You can inspect which libraries an executable will use at run time by using the ldd command. For example, we could have run ldd mpi_test above to list all the libraries. You can also use readelf to inspect the executable’s RPATH. For example, readelf -d mpi_test | grep -i rpath.

Running jobs

Computational work on Gaea is performed by jobs. Jobs typically consist of several components:

A batch submission script
A binary executable
A set of input files for the executable
A set of output files created by the executable

In general, the process for running a job is:

prepare executables and input files
write a batch script
submit the batch script to the batch scheduler
optionally monitor the job before and during execution

The following sections describe in detail how to create, submit, and manage jobs for execution on Frontier. Frontier uses SchedMD’s Slurm Workload Manager as the batch scheduling system.

Login vs Compute Nodes

Recall from the System Overview that Gaea contains two node types: Login and Compute. When you connect to the system, you are placed on a login node. Login nodes are used for tasks such as code editing, compiling, etc. They are shared among all users of the system, so it is not appropriate to run tasks that are long or computationally intensive on login nodes. Users should also limit the number of simultaneous tasks on login nodes (e.g. concurrent tar commands, parallel make).

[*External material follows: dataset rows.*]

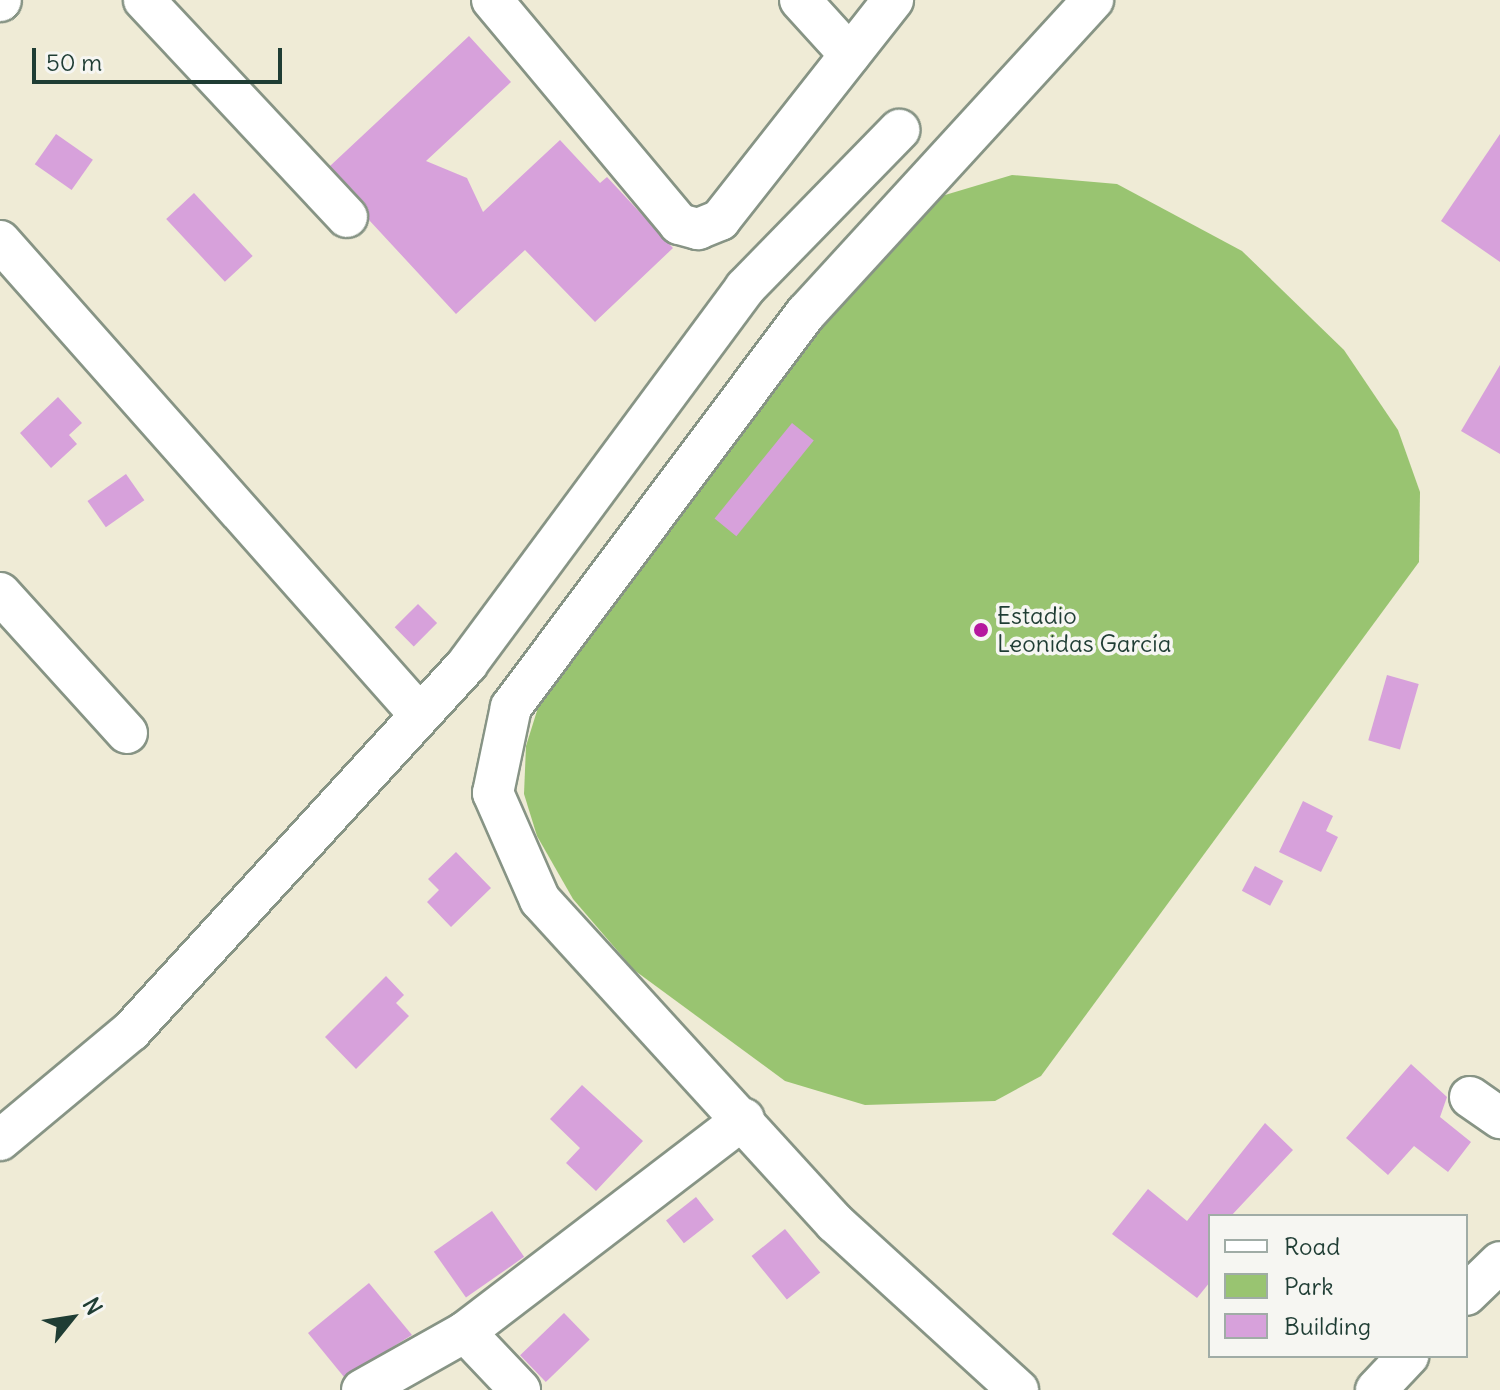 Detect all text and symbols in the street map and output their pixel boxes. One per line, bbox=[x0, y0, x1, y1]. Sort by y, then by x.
scale bar bbox=[36, 32, 286, 82]
text: 50 m bbox=[46, 47, 102, 77]
place label: Estadio Leonidas García bbox=[997, 602, 1171, 658]
marker: Estadio Leonidas García bbox=[972, 621, 990, 639]
legend bbox=[1208, 1214, 1468, 1358]
text: Road bbox=[1284, 1231, 1340, 1261]
text: Park bbox=[1284, 1271, 1334, 1301]
north arrow bbox=[32, 1278, 112, 1358]
text: N bbox=[77, 1292, 109, 1320]
text: Building bbox=[1284, 1311, 1371, 1341] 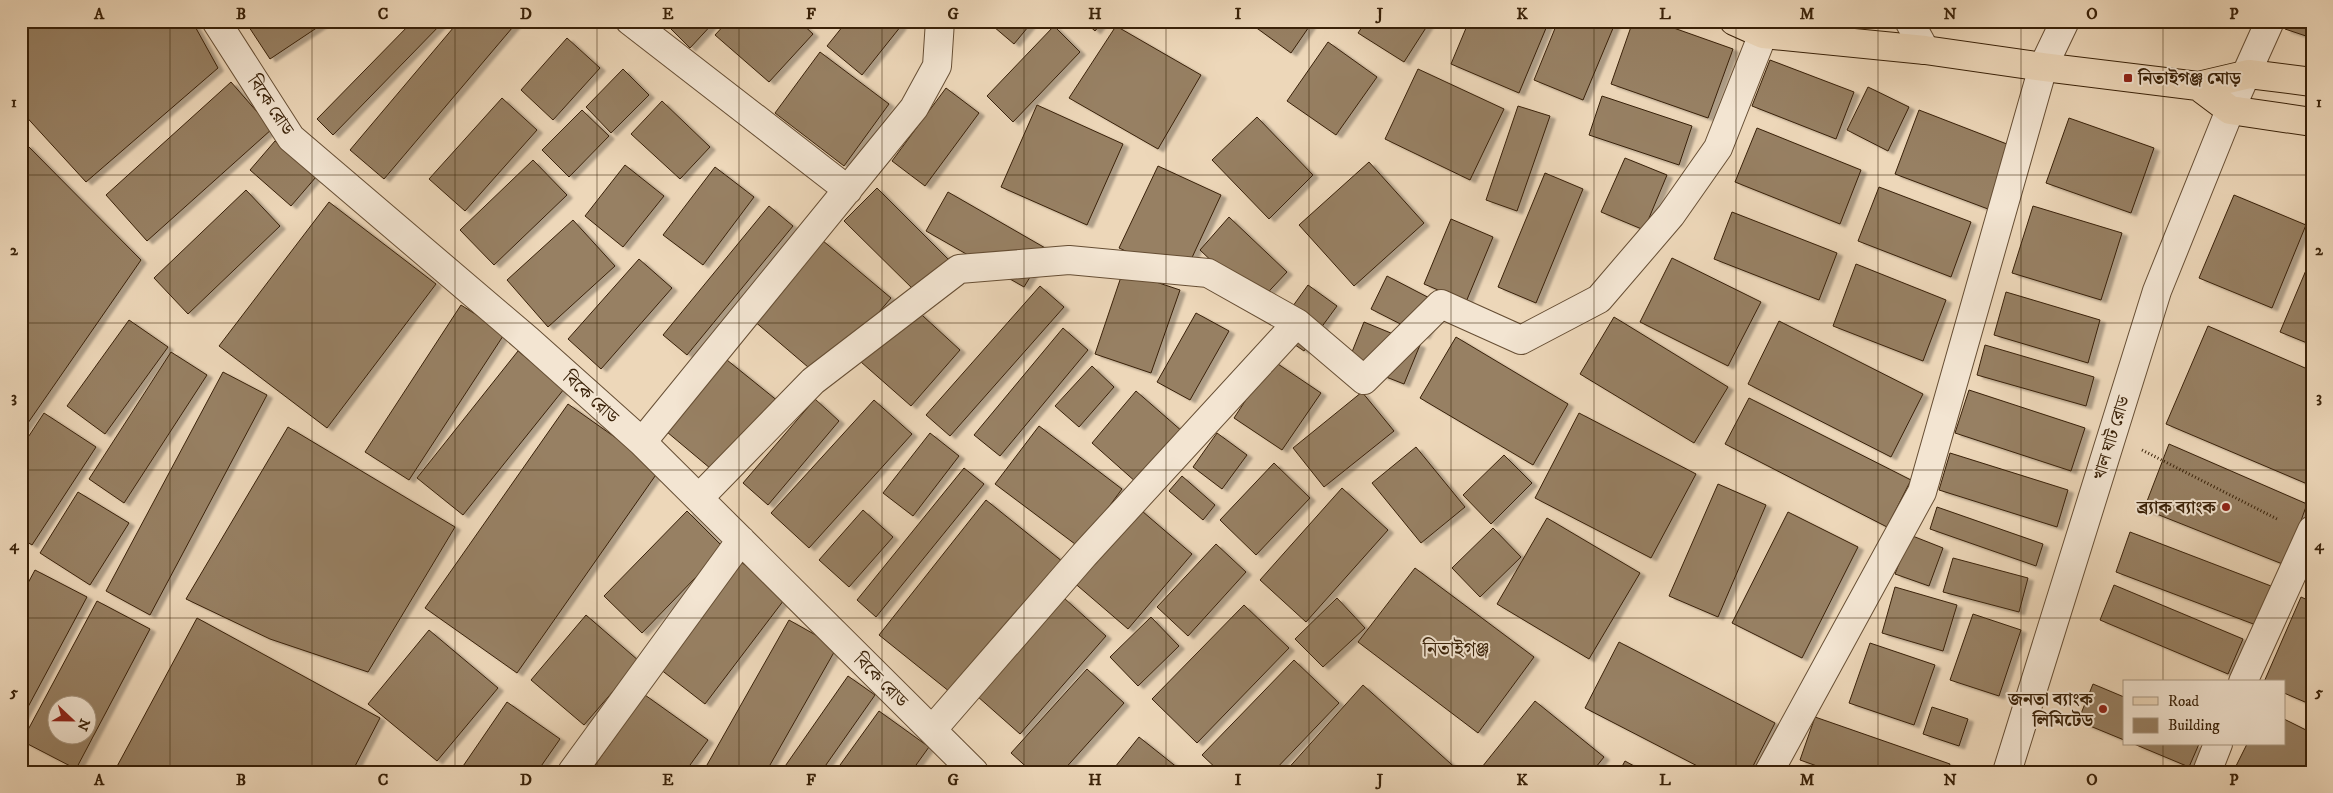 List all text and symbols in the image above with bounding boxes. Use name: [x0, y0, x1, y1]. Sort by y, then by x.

Compute nodes are the appropriate place for long-running, computationally-intensive tasks. When you start a batch job, your batch script (or interactive shell for batch-interactive jobs) runs on one of your allocated compute nodes.

Warning

Compute-intensive, memory-intensive, or other disruptive processes running on login nodes may be killed without warning.

Slurm

Gaea uses SchedMD‘s Slurm Workload Manager to schedule and manage jobs. A few items related to Slurm are below. See our local Slurm overview or the official Slurm documentation for more information.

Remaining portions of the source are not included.